De acuerdo con el reporte operativo del grupo interdisciplinario, se han recolectado 430 toneladas de residuos impregnados de crudo en playas de Veracruz y Tabasco, abarcando una extensión de 223 kilómetros de litoral, incluyendo la zona del río Papaloapan. Para estas labores, desde el 3 de marzo se desplegaron 2,450 elementos y se invirtieron 217 millones de pesos en la limpieza de playas, además de ocho millones de pesos destinados a la adquisición de dos embarcaciones especializadas para la dispersión y limpieza de hidrocarburos.
En cuanto a la determinación de las causas, las autoridades utilizan imágenes satelitales, drones y sobrevuelos para investigar el origen del derrame, el cual aún no ha sido confirmado oficialmente. En este contexto, el grupo interdisciplinario acusó que una imagen difundida por la organización Greenpeace respecto al incidente es falsa, aunque no proporcionó detalles adicionales sobre dicha fotografía.
Por su parte, la Agencia de Seguridad, Energía y Ambiente (ASEA) emitió cinco requerimientos de información como parte de las acciones regulatorias derivadas del evento. Mientras las dependencias federales continúan con la investigación técnica y las labores de contención para evitar la propagación del contaminante hacia ecosistemas sensibles, los productores locales buscan mantener la actividad económica.

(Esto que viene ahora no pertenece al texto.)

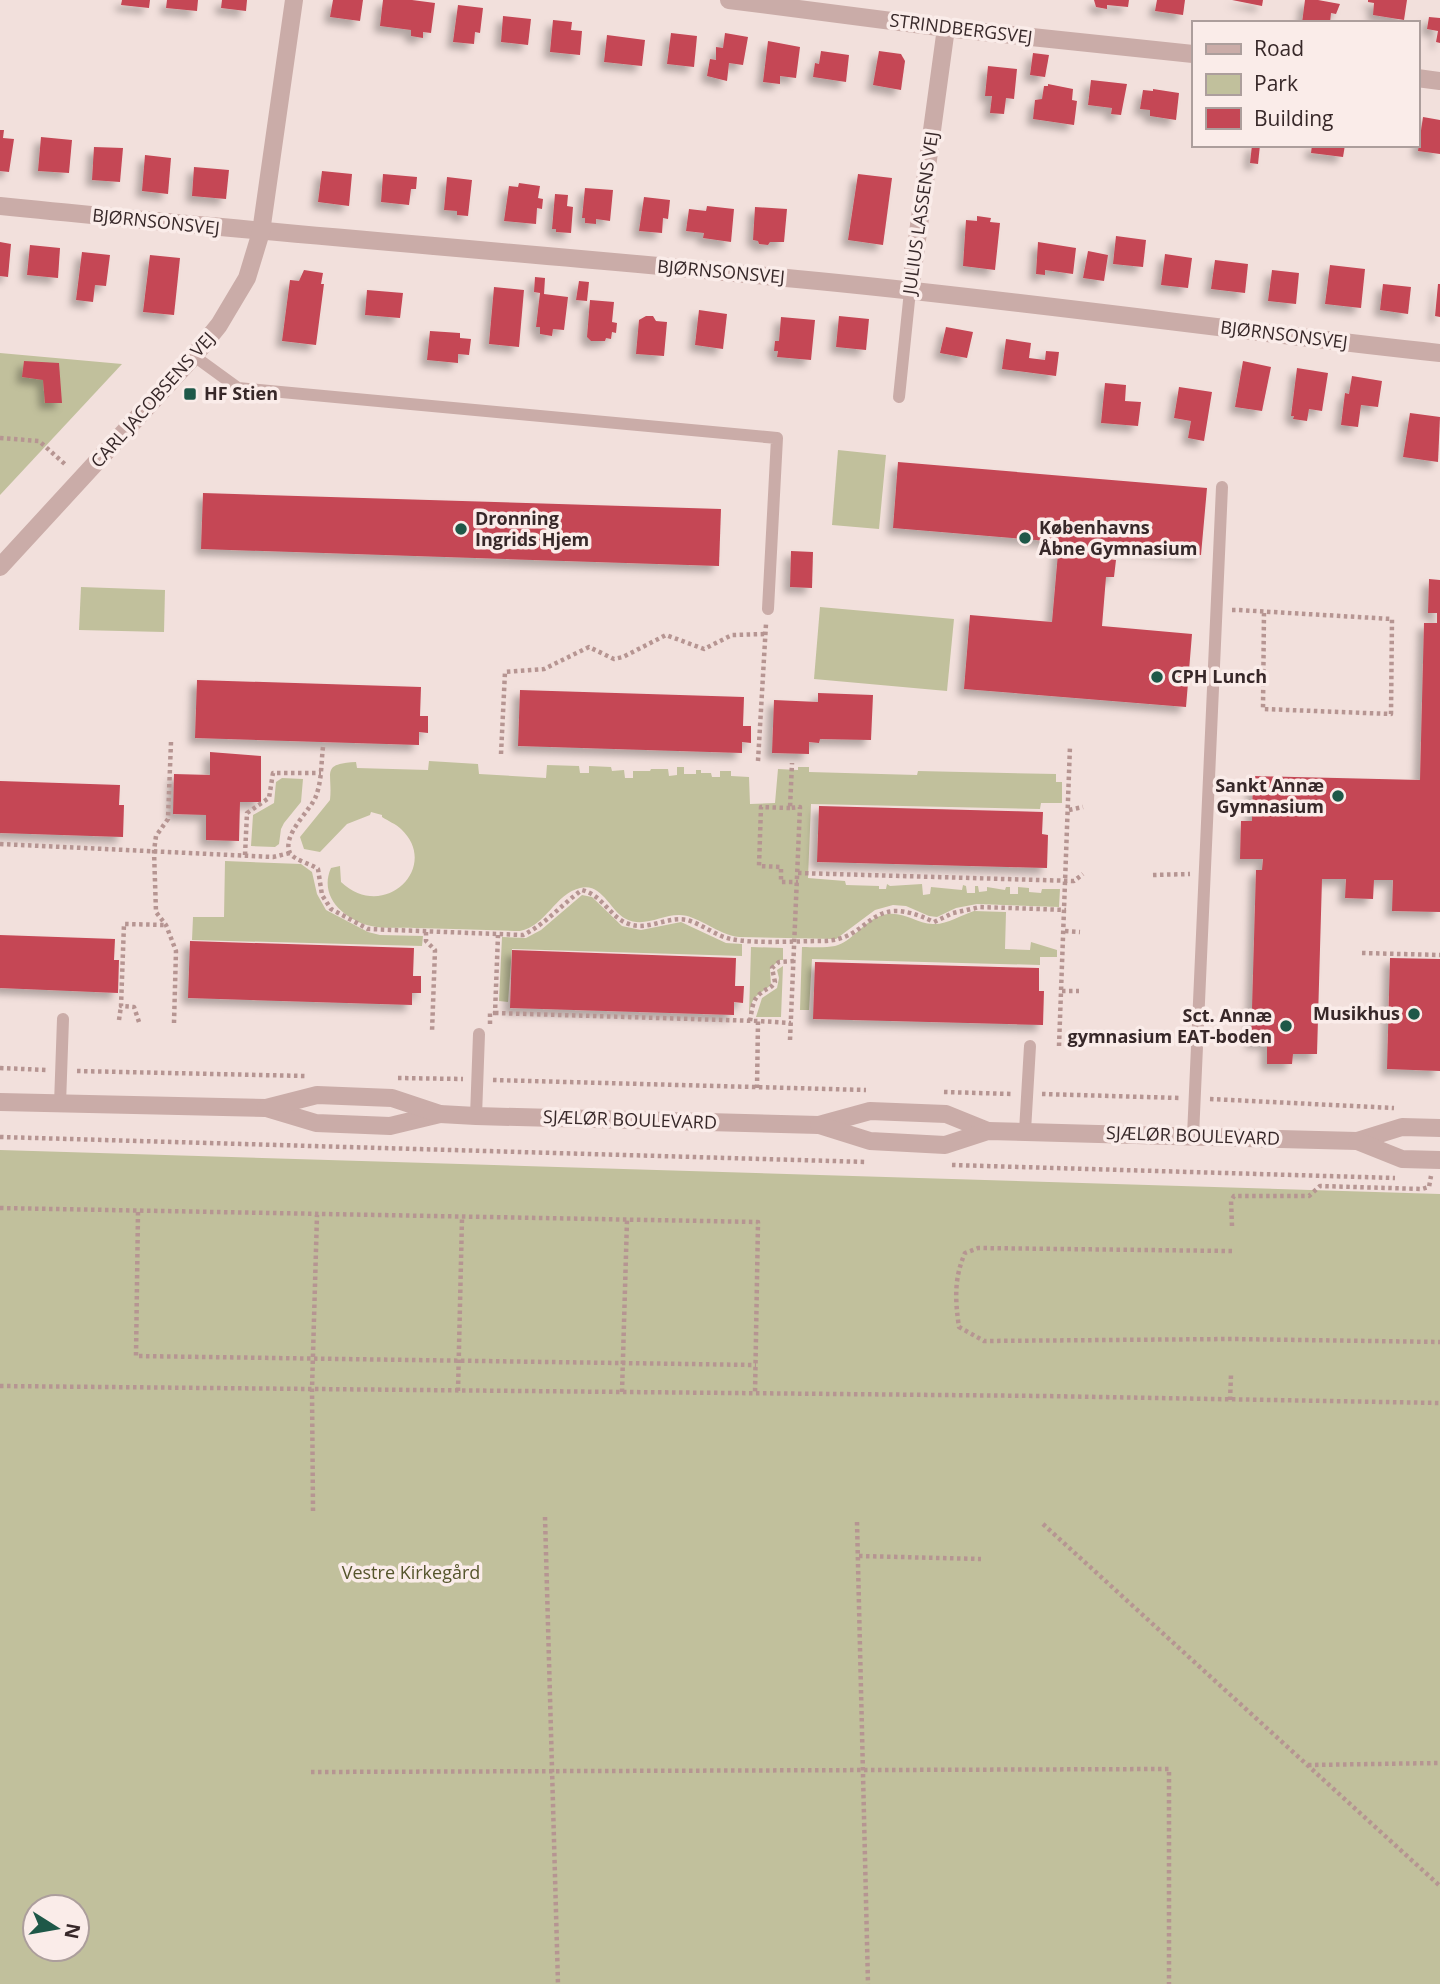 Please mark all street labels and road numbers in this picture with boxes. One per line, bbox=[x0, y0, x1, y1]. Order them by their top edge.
street label: STRINDBERGSVEJ bbox=[888, 7, 1034, 49]
street label: JULIUS LASSENS VEJ bbox=[896, 130, 943, 298]
street label: BJØRNSONSVEJ bbox=[91, 202, 221, 240]
street label: BJØRNSONSVEJ bbox=[656, 253, 786, 289]
street label: BJØRNSONSVEJ bbox=[1219, 314, 1349, 354]
street label: CARL JACOBSENS VEJ bbox=[85, 326, 220, 472]
street label: SJÆLØR BOULEVARD bbox=[543, 1104, 717, 1134]
street label: SJÆLØR BOULEVARD bbox=[1106, 1120, 1280, 1150] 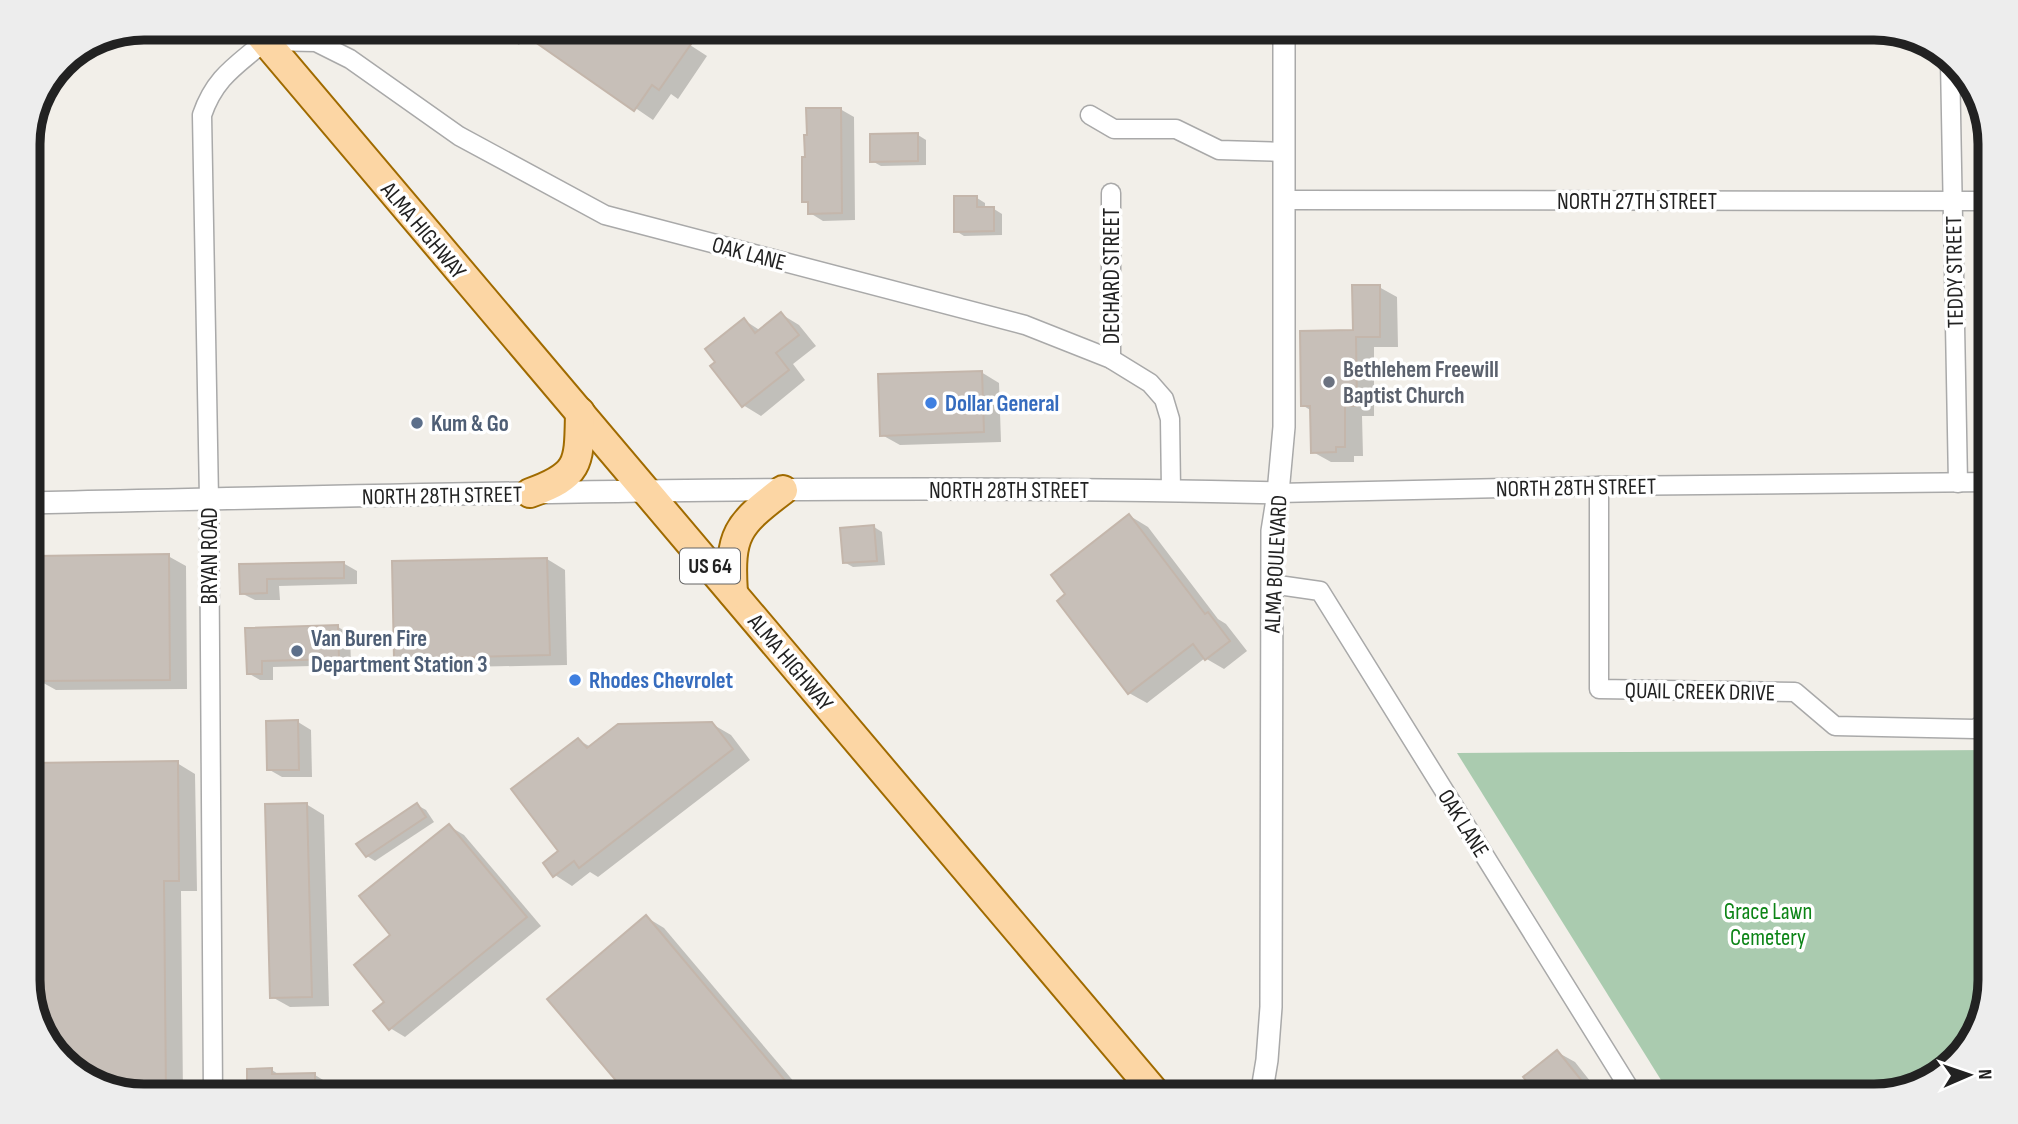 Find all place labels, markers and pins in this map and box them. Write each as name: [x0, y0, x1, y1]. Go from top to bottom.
place label: Bethlehem Freewill Baptist Church: [1343, 356, 1499, 410]
marker: Bethlehem Freewill Baptist Church: [1321, 374, 1337, 390]
place label: Dollar General: [945, 390, 1059, 418]
marker: Dollar General: [923, 395, 939, 411]
place label: Kum & Go: [431, 410, 509, 438]
marker: Kum & Go: [409, 415, 425, 431]
place label: Van Buren Fire Department Station 3: [311, 625, 488, 679]
marker: Van Buren Fire Department Station 3: [289, 643, 305, 659]
place label: Rhodes Chevrolet: [589, 667, 733, 695]
marker: Rhodes Chevrolet: [567, 672, 583, 688]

En la laguna Mecoacán, considerada un centro económico para cientos de familias en Paraíso, los pescadores y ostricultores aseguraron que mantienen sus actividades con normalidad. Mario González, ostricultor de la zona, afirmó que la producción de ostión es de buena calidad, es comestible y está en condiciones de ser comercializada, desmintiendo versiones sobre contaminación en ese cuerpo lagunar específico.